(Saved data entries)
=== Section Start ===

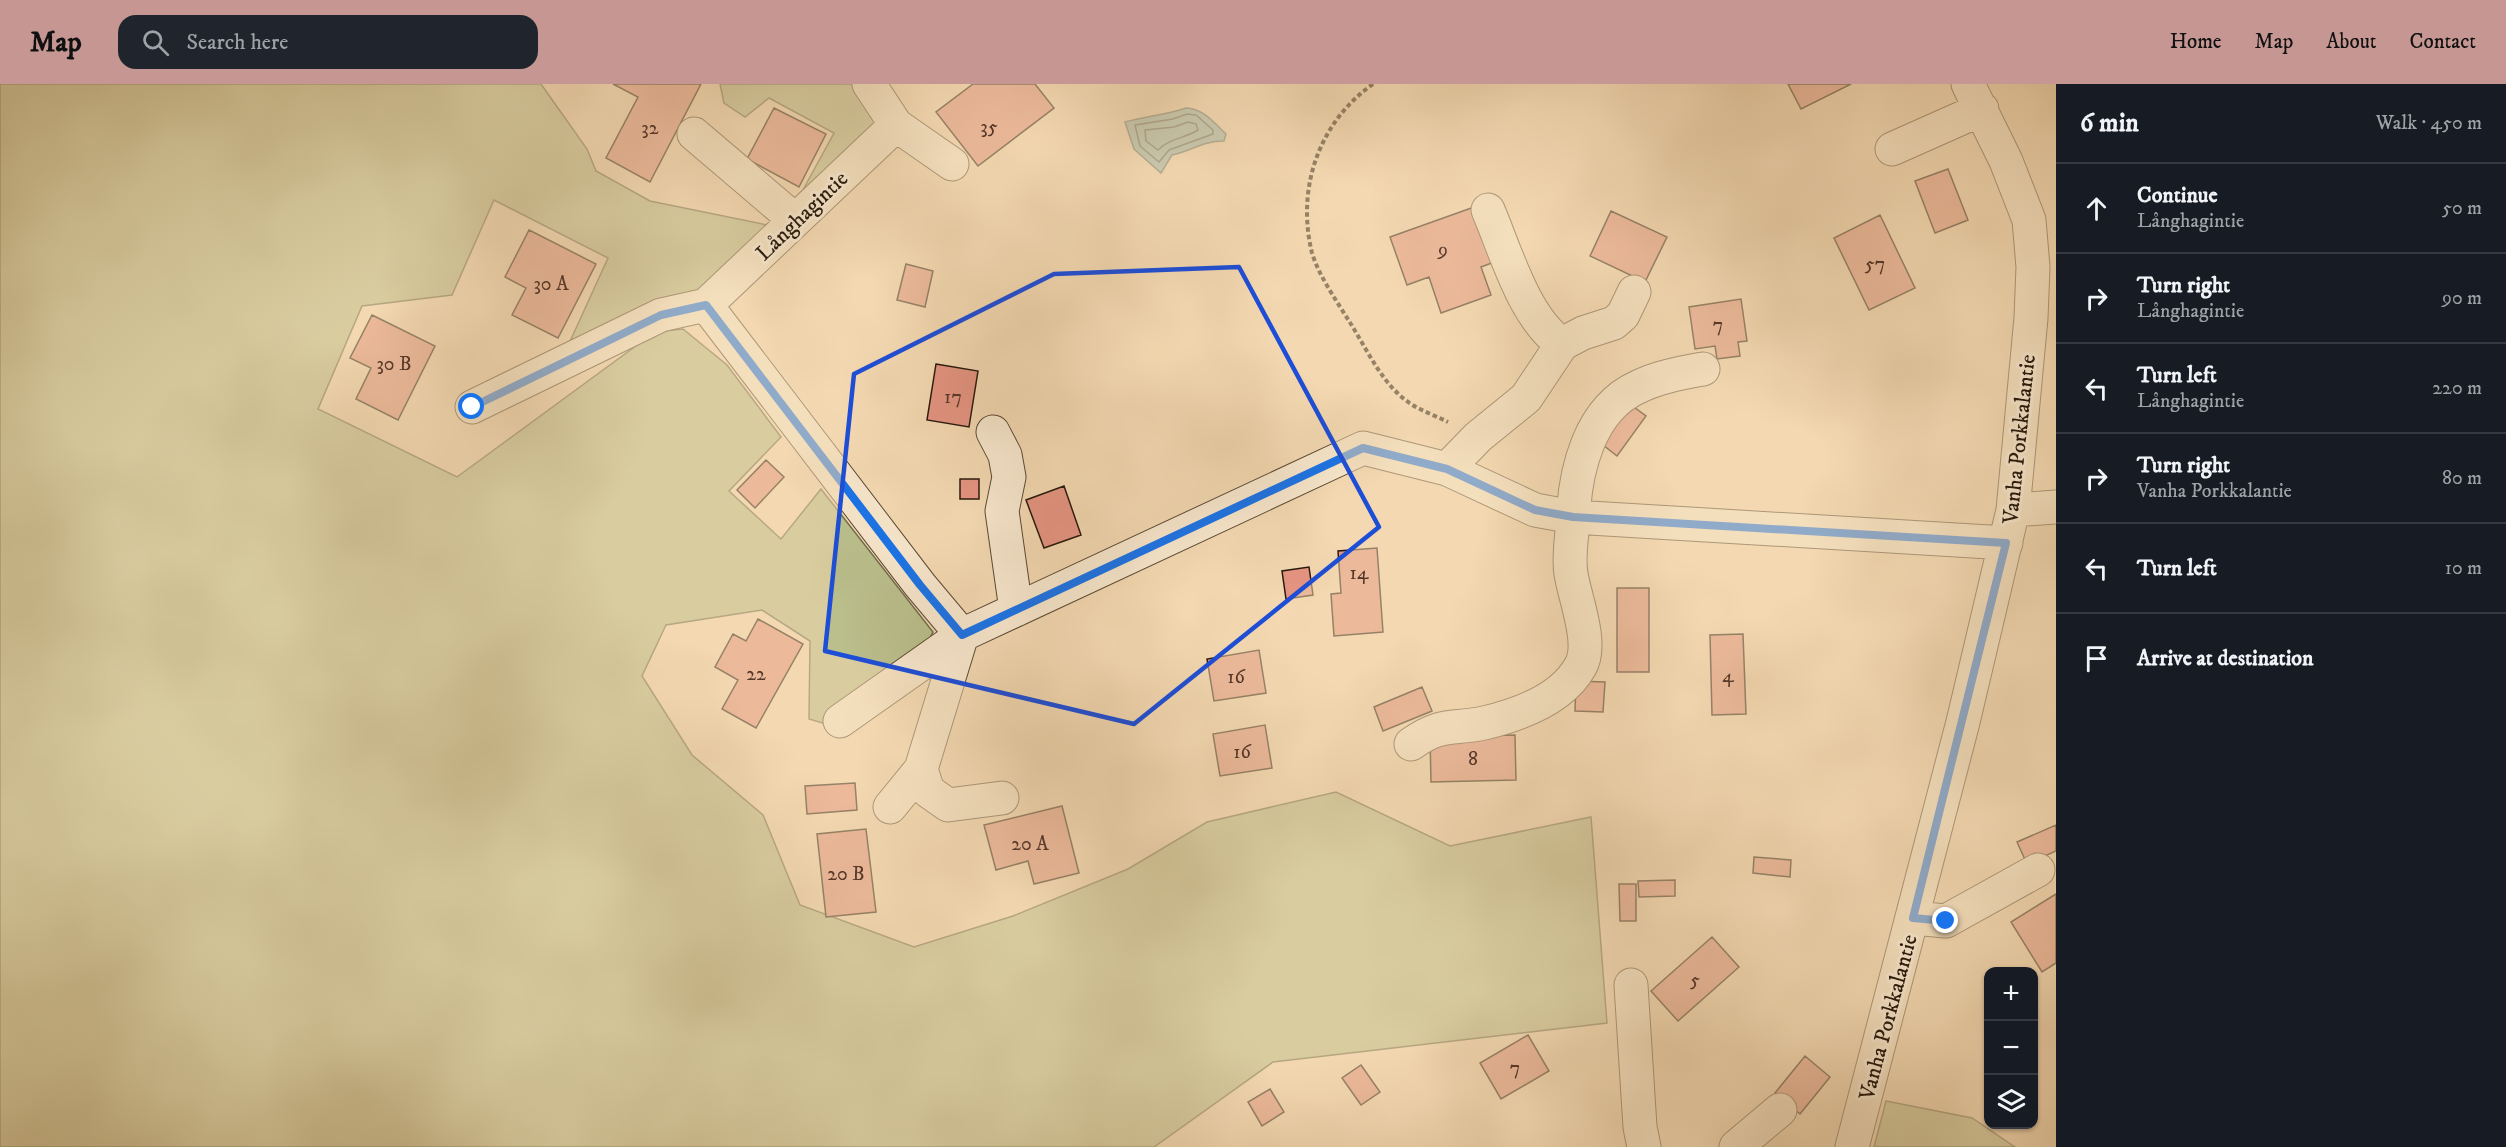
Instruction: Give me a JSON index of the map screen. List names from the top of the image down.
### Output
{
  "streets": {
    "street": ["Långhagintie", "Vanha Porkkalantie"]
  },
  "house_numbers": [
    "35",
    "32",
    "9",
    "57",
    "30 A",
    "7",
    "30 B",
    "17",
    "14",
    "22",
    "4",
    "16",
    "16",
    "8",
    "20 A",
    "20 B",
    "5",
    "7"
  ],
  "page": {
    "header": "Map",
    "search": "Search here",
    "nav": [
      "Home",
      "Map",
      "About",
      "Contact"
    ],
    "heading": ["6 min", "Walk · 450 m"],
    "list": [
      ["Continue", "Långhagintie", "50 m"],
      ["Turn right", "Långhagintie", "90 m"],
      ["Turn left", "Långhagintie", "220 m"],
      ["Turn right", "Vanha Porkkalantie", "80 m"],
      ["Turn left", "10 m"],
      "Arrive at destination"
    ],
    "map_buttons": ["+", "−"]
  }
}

=== Section End ===
=== Section Start ===

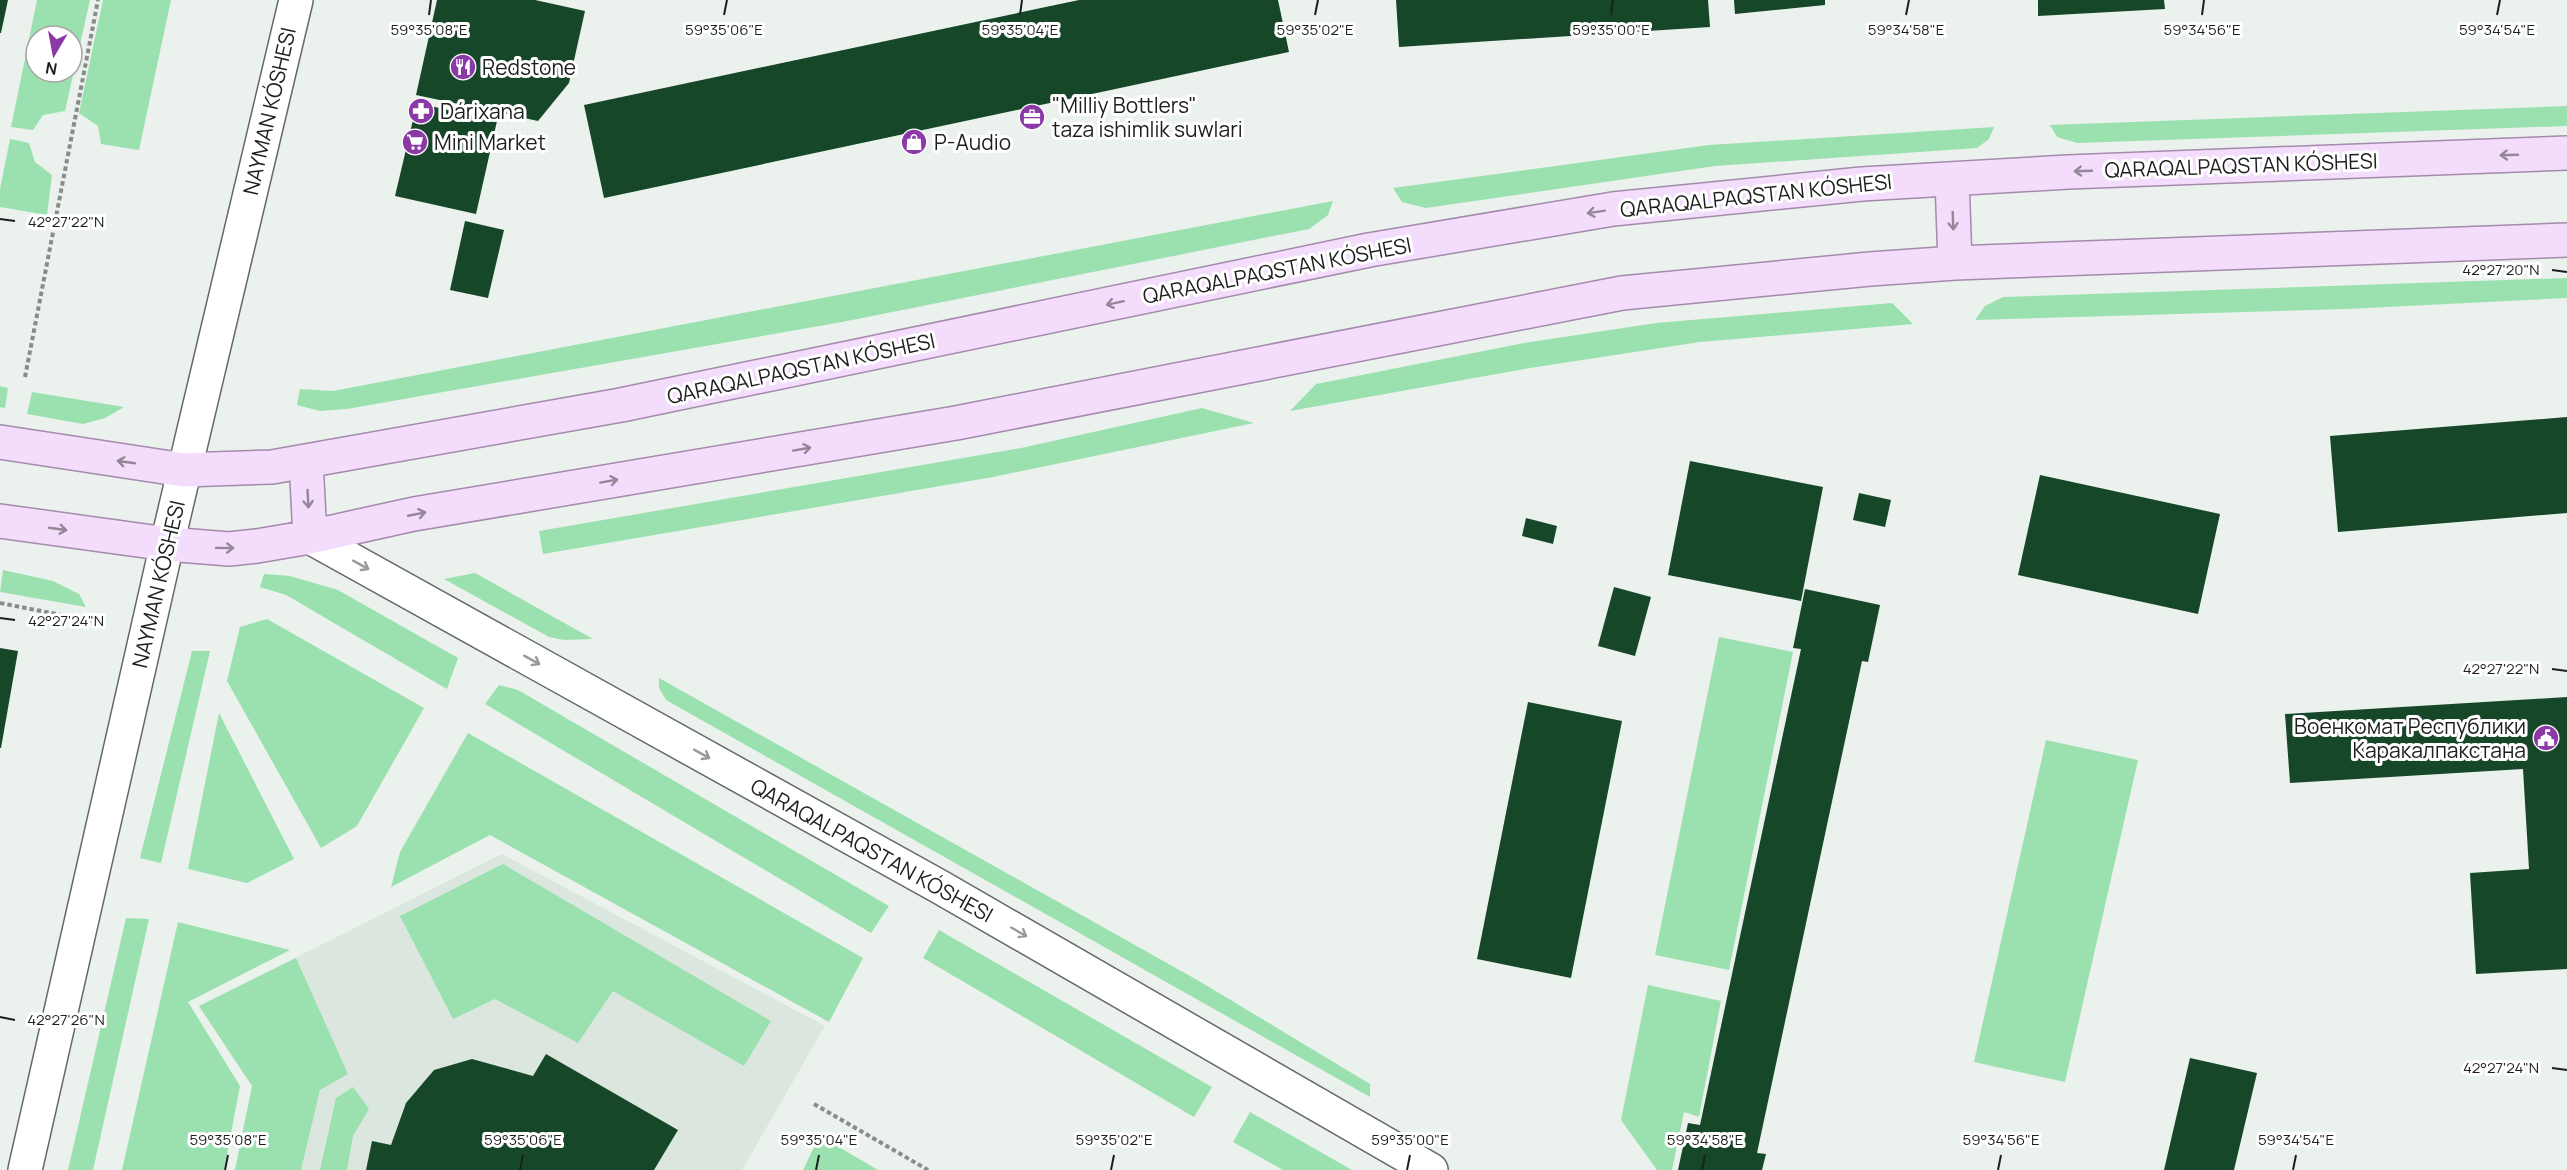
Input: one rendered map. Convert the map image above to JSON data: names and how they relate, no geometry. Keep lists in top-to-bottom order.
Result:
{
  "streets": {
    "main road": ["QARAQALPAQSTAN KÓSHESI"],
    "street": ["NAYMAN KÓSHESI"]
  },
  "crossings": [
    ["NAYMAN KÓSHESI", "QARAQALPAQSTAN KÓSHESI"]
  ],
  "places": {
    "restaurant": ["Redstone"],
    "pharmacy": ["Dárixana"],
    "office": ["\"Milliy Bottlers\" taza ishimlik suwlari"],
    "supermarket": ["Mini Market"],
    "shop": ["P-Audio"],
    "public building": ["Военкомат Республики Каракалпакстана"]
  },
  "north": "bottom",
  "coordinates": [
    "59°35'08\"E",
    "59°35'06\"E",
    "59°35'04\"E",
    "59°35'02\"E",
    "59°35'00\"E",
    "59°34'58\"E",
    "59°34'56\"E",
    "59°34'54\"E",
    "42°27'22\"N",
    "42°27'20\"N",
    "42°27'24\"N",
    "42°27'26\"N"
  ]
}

=== Section End ===

Exercise: Return all lines from the data above with "JSON" in them.

Your response:
Instruction: Give me a JSON index of the map screen. List names from the top of the image down.
Input: one rendered map. Convert the map image above to JSON data: names and how they relate, no geometry. Keep lists in top-to-bottom order.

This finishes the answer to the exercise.